§ **What the exercise asks**
The answer must consist only of the lines from the line with "height:8px; margin:-4px; padding:0" to the line with "width:11px; height:11px; translate:-50%", both included, exactly as they stand below.
====== Data ======
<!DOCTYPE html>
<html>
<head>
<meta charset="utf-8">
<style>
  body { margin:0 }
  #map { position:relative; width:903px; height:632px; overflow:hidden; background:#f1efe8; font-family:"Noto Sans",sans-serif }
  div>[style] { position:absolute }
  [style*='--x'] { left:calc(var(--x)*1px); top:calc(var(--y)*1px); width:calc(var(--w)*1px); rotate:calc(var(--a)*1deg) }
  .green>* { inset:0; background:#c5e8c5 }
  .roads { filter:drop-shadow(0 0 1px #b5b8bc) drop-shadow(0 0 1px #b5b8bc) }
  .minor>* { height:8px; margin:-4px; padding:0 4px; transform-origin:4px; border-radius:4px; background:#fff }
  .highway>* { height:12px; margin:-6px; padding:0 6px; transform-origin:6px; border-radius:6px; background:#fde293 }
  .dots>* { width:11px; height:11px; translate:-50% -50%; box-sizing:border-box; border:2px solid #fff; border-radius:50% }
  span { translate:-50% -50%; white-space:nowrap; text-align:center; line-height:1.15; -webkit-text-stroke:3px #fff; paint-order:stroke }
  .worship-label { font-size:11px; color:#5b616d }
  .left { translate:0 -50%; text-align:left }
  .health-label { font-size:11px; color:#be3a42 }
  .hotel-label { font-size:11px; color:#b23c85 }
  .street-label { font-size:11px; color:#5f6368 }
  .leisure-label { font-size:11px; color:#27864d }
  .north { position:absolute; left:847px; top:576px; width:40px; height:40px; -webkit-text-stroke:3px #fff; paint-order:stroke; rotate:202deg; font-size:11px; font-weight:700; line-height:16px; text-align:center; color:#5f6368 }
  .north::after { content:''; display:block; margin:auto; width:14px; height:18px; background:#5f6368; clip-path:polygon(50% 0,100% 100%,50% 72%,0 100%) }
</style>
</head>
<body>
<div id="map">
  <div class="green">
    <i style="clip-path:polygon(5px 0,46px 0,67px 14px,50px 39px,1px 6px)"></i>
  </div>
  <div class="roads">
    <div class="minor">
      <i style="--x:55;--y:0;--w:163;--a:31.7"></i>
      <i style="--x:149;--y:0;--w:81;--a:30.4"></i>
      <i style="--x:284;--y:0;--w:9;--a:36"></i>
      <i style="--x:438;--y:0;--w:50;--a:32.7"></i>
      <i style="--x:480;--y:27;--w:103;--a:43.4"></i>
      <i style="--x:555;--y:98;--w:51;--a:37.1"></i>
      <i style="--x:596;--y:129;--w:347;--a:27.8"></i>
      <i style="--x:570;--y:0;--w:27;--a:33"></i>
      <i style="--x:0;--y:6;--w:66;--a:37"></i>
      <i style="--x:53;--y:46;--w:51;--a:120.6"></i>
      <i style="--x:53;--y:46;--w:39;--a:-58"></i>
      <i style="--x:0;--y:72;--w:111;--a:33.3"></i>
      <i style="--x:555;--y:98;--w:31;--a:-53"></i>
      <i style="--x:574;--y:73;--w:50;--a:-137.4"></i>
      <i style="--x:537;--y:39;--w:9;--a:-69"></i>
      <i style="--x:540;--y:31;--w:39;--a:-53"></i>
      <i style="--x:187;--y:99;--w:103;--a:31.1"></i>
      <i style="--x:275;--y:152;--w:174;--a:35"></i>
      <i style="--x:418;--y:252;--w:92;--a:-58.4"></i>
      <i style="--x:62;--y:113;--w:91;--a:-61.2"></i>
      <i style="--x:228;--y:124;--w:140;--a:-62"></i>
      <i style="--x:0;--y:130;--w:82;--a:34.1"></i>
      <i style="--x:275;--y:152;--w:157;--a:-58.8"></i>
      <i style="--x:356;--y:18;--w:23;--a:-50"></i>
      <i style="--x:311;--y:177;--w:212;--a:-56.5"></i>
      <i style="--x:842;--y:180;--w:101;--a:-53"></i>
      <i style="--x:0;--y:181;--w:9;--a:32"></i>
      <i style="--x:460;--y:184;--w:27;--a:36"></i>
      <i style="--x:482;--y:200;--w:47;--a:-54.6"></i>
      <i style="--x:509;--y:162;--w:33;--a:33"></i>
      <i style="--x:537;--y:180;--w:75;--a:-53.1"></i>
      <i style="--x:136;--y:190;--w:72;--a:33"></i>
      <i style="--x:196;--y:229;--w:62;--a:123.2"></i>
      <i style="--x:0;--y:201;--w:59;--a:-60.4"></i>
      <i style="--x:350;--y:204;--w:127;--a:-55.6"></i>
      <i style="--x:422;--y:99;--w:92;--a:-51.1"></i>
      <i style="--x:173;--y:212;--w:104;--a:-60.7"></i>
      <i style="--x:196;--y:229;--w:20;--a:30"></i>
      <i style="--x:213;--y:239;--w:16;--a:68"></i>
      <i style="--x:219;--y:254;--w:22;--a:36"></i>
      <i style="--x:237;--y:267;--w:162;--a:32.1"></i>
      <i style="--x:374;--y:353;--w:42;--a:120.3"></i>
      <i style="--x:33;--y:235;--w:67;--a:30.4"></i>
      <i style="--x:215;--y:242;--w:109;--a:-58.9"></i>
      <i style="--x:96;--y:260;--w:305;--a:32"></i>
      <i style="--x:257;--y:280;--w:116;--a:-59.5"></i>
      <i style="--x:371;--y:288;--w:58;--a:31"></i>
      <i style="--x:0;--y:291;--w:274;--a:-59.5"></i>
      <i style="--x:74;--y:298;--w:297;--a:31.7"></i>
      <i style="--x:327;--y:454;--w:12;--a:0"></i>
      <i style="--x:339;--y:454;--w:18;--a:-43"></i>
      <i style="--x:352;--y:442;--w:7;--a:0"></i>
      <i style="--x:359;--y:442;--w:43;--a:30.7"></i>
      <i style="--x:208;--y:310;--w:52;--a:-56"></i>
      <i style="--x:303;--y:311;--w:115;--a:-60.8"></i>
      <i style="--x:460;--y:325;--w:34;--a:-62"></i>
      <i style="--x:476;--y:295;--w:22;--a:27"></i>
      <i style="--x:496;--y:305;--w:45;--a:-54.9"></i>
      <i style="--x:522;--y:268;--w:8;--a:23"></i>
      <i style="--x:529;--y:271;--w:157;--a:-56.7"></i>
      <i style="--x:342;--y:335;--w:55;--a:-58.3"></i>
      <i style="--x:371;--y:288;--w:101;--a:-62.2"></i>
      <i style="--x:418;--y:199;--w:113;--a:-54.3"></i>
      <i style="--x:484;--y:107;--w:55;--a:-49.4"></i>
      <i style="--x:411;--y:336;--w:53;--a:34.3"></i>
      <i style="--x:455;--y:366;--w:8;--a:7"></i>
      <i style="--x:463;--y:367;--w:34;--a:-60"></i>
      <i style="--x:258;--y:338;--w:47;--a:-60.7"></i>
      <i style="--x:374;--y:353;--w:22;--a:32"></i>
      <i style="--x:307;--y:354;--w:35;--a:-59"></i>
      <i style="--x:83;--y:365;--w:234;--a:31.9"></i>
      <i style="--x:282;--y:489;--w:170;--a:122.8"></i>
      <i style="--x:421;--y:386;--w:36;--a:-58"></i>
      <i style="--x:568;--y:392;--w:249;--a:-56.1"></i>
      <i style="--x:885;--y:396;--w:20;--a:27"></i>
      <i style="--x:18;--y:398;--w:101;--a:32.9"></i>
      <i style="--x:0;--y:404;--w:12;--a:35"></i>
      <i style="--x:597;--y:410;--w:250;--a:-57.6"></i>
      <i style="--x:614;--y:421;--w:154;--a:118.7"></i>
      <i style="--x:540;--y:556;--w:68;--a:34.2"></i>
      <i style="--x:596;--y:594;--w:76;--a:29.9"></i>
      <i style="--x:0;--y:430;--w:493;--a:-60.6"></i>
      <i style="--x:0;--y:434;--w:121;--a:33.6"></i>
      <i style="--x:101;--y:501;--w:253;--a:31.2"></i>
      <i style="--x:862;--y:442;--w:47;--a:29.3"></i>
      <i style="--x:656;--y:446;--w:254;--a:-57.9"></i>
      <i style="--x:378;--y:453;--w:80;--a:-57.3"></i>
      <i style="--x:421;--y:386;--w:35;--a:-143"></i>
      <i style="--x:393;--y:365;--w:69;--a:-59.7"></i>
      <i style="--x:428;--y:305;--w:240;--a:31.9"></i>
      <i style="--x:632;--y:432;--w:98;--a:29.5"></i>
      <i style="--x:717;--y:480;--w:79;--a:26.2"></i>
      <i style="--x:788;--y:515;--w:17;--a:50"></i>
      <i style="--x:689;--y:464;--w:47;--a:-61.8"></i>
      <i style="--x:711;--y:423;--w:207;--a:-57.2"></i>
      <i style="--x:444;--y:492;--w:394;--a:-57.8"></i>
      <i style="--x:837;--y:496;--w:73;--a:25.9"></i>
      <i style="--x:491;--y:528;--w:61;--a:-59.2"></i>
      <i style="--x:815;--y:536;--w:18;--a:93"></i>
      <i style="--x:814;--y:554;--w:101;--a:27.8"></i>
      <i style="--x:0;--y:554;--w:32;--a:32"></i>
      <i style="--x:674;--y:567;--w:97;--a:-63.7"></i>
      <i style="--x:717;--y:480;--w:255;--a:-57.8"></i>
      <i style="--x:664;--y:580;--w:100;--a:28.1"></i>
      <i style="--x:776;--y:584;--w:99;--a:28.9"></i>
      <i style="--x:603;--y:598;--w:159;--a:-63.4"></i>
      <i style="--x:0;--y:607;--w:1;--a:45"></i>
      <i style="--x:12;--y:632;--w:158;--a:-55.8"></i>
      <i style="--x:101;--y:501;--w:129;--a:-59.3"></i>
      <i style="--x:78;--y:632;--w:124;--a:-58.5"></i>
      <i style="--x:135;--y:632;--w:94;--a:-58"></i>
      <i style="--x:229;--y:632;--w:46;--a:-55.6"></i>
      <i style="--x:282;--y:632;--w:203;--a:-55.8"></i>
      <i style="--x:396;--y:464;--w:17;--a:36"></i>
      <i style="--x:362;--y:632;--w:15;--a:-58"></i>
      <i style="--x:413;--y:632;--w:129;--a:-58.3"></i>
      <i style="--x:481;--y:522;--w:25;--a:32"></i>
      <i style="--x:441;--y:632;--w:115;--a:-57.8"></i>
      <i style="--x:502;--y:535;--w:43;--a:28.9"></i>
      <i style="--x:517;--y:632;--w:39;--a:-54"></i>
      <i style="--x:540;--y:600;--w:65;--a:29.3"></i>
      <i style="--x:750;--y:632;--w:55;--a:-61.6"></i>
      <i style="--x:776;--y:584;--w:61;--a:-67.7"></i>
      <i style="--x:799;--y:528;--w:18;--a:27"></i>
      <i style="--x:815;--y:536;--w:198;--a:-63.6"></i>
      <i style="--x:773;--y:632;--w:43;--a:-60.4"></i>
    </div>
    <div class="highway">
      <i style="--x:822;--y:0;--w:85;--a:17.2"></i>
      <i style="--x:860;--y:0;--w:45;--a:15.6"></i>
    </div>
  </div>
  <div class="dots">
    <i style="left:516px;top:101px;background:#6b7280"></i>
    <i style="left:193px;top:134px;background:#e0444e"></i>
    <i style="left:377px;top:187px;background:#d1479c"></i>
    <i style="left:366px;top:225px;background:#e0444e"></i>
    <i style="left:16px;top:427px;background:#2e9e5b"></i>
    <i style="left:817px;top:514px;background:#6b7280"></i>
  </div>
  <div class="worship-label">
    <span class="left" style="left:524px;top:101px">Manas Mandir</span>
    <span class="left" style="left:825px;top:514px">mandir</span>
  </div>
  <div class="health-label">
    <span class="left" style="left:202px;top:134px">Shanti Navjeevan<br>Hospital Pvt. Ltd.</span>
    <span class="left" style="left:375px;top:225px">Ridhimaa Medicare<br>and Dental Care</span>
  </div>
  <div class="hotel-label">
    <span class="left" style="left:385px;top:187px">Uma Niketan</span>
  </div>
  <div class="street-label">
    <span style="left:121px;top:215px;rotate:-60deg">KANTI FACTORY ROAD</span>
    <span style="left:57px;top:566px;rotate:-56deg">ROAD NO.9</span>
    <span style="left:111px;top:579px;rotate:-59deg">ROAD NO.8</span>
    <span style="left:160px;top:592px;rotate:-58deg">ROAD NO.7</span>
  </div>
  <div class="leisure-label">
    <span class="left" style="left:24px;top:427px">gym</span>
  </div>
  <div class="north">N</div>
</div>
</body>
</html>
======
§ **Exercise answer**
  .minor>* { height:8px; margin:-4px; padding:0 4px; transform-origin:4px; border-radius:4px; background:#fff }
  .highway>* { height:12px; margin:-6px; padding:0 6px; transform-origin:6px; border-radius:6px; background:#fde293 }
  .dots>* { width:11px; height:11px; translate:-50% -50%; box-sizing:border-box; border:2px solid #fff; border-radius:50% }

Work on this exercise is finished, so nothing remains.